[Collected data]
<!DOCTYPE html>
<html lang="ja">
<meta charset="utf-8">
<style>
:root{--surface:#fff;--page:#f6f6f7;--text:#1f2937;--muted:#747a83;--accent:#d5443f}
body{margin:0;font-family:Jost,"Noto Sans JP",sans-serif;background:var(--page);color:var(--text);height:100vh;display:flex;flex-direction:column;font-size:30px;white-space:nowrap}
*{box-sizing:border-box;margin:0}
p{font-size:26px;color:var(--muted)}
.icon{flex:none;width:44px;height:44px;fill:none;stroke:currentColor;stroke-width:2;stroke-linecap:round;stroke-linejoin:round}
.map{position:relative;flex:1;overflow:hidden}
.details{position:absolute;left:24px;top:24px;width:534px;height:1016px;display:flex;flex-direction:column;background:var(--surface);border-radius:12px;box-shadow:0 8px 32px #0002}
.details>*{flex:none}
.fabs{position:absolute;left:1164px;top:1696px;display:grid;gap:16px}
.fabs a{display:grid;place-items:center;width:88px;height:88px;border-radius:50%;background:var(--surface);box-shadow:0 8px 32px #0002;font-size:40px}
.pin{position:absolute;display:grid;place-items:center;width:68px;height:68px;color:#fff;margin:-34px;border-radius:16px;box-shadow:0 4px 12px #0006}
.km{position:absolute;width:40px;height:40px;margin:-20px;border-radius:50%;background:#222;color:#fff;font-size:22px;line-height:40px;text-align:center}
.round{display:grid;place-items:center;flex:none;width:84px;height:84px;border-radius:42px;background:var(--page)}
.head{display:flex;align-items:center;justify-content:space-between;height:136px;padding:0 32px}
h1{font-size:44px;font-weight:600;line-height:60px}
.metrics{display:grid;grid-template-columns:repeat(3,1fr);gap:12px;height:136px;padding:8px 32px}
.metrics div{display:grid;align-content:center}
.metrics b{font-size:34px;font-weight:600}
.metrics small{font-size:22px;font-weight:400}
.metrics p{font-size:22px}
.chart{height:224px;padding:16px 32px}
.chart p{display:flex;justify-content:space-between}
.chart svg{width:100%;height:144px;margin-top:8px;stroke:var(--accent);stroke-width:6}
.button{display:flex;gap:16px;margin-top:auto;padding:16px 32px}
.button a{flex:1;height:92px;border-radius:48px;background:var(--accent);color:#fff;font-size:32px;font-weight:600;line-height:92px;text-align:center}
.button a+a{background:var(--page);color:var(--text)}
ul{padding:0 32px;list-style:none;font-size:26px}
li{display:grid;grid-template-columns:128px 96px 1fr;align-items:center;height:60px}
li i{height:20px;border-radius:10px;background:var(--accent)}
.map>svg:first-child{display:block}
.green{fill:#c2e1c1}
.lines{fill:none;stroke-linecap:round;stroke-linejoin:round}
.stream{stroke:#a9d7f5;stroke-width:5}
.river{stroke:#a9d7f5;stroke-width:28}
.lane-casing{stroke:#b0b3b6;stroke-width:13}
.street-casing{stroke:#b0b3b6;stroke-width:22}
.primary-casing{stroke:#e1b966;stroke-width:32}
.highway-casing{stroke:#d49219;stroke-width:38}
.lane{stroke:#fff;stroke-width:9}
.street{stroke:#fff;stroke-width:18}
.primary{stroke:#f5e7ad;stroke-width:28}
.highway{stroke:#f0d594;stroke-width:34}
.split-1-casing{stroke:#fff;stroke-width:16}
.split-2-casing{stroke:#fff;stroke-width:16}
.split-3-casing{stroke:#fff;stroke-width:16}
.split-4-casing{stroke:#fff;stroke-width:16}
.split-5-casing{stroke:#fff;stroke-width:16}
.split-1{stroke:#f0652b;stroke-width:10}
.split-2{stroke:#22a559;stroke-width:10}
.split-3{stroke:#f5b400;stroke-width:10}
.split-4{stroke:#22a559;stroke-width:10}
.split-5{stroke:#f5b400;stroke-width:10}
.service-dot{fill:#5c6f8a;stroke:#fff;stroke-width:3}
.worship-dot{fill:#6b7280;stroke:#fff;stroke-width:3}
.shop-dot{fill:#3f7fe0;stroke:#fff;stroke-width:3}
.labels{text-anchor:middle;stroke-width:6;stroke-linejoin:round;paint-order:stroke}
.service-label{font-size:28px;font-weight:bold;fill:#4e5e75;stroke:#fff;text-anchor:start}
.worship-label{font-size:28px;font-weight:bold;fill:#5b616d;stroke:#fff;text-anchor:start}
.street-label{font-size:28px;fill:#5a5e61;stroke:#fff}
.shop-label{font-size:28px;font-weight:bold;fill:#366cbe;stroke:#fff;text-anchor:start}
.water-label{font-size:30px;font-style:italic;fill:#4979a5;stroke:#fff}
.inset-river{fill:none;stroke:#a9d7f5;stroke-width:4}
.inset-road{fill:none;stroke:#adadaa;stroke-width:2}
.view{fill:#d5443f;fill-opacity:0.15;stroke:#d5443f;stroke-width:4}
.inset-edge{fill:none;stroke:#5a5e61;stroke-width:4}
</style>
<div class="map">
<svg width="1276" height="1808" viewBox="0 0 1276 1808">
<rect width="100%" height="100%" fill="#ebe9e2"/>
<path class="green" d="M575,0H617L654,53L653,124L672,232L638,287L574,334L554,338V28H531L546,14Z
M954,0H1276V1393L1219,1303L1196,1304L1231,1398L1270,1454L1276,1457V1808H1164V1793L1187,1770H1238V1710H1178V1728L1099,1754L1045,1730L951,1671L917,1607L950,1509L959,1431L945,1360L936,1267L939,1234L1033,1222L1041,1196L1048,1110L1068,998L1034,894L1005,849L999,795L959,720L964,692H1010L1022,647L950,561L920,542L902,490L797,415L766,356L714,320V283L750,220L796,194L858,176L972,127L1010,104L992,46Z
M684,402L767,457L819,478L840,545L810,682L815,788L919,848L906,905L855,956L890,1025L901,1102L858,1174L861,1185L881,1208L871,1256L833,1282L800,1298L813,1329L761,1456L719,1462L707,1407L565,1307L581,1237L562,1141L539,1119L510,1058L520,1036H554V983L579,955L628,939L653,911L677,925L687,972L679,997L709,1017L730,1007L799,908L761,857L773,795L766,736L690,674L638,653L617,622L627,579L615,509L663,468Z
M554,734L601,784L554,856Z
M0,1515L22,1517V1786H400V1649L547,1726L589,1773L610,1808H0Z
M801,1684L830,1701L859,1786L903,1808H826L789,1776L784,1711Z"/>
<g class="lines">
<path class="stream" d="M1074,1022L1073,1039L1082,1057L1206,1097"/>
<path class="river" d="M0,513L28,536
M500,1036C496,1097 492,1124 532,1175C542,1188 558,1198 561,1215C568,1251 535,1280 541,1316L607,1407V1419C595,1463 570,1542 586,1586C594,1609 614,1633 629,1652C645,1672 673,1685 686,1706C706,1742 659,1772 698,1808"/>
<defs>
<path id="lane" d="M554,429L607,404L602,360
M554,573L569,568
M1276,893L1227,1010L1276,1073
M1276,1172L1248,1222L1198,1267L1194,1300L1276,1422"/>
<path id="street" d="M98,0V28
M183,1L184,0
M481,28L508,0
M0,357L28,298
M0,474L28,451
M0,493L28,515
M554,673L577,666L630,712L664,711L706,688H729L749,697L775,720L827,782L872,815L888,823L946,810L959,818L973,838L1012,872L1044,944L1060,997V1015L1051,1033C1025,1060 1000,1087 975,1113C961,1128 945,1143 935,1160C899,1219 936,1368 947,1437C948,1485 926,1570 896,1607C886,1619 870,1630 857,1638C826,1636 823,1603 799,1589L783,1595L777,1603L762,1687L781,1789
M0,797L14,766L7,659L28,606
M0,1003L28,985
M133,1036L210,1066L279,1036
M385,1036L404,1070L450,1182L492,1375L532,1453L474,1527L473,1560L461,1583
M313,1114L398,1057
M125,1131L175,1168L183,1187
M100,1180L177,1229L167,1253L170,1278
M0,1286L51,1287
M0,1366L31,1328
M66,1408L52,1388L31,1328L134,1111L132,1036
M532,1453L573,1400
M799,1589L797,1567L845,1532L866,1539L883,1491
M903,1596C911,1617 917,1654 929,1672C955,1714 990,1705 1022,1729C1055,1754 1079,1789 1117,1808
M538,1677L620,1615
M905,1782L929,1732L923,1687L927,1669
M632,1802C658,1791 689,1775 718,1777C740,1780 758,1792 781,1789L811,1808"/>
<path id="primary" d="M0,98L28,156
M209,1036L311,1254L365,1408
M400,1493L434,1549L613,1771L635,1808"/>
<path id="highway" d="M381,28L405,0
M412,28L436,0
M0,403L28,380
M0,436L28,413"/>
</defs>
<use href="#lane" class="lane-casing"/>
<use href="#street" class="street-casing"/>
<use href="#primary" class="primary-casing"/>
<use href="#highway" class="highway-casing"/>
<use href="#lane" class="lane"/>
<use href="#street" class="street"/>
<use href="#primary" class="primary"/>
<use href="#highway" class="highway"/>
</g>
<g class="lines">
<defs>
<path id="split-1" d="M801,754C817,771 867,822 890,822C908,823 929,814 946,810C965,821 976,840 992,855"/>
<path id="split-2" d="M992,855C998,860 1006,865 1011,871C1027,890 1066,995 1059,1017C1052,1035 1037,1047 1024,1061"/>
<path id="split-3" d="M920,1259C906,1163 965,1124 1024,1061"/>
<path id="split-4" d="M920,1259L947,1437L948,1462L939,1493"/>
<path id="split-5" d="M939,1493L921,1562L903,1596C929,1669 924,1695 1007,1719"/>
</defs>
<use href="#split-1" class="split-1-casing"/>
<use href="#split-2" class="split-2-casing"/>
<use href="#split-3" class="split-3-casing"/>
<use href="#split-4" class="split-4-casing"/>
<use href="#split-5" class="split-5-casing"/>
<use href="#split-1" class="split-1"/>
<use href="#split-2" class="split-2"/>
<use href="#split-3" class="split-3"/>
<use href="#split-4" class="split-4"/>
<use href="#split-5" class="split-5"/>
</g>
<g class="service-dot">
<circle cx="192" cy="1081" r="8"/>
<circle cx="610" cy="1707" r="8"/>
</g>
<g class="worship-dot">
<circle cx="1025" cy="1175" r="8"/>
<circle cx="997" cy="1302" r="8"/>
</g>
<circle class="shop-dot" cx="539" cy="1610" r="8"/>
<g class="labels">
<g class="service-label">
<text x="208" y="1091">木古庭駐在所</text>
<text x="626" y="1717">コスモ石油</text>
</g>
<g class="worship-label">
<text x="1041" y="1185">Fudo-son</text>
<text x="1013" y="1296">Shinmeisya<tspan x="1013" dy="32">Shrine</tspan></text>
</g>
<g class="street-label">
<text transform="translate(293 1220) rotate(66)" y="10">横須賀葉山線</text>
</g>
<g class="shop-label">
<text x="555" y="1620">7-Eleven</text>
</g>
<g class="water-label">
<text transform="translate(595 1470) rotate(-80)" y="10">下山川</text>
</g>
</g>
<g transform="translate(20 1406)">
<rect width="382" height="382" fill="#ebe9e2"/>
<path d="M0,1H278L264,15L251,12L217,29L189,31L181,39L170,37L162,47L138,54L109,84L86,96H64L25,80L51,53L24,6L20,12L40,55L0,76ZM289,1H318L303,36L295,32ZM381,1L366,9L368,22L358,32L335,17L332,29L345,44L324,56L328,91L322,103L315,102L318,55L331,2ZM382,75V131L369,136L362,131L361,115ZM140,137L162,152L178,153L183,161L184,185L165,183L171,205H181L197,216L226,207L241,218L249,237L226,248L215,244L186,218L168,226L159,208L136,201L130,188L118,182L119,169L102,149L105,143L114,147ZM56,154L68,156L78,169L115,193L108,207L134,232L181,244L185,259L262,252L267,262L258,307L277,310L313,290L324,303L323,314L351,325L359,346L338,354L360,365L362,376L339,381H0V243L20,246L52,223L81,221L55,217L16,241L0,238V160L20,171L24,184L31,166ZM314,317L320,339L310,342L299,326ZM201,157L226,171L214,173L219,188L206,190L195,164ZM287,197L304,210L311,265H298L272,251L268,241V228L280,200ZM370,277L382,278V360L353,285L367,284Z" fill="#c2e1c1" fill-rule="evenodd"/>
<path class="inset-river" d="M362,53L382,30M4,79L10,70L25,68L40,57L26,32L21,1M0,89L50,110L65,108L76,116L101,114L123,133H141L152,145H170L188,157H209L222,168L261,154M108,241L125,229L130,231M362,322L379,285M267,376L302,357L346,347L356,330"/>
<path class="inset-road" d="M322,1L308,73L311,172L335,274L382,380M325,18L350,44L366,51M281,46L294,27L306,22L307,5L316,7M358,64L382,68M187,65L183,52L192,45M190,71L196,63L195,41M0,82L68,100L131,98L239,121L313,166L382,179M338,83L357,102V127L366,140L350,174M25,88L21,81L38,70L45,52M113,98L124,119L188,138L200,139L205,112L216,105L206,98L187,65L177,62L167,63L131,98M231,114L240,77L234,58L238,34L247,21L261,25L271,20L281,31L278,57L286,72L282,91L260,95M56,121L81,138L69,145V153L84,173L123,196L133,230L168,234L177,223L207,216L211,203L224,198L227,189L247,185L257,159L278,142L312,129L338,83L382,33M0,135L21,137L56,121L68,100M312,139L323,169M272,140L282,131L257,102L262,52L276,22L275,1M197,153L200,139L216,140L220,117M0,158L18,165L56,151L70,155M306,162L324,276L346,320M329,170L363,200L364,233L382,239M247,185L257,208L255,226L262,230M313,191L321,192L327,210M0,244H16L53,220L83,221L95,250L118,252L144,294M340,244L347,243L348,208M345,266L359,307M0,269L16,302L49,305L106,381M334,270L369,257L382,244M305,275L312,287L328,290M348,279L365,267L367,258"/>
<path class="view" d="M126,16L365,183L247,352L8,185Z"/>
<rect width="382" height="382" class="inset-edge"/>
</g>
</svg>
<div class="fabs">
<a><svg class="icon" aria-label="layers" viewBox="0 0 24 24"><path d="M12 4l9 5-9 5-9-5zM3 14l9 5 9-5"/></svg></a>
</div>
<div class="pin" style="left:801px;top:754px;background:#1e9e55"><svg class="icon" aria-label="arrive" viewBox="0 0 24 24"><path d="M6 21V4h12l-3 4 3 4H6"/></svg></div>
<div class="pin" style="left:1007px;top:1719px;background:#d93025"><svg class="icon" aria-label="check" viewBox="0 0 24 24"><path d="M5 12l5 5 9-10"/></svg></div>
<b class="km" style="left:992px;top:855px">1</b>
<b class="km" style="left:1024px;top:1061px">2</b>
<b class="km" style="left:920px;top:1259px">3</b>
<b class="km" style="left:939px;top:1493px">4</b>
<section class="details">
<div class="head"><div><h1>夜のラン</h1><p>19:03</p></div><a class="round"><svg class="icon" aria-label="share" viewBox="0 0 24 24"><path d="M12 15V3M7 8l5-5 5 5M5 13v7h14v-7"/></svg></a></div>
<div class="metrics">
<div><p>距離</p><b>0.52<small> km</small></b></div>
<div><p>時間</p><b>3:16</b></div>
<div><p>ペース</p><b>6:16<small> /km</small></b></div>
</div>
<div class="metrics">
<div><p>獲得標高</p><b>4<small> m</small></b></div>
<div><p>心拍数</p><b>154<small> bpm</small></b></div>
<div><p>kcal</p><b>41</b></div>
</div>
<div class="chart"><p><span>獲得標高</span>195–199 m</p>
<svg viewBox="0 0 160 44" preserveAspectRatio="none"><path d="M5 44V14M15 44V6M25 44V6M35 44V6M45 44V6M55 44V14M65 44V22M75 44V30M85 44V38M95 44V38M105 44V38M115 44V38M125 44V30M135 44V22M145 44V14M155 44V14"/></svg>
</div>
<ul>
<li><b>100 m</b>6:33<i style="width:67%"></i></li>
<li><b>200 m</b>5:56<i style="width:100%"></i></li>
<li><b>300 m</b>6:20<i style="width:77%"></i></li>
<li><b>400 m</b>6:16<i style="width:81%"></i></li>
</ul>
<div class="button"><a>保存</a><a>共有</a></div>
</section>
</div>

_TASK DIRECTIONS_:
The word to look for is "獲得標高"; copy out every line of the entries that holds it.

_REPLY TO THE EXERCISE_:
<div><p>獲得標高</p><b>4<small> m</small></b></div>
<div class="chart"><p><span>獲得標高</span>195–199 m</p>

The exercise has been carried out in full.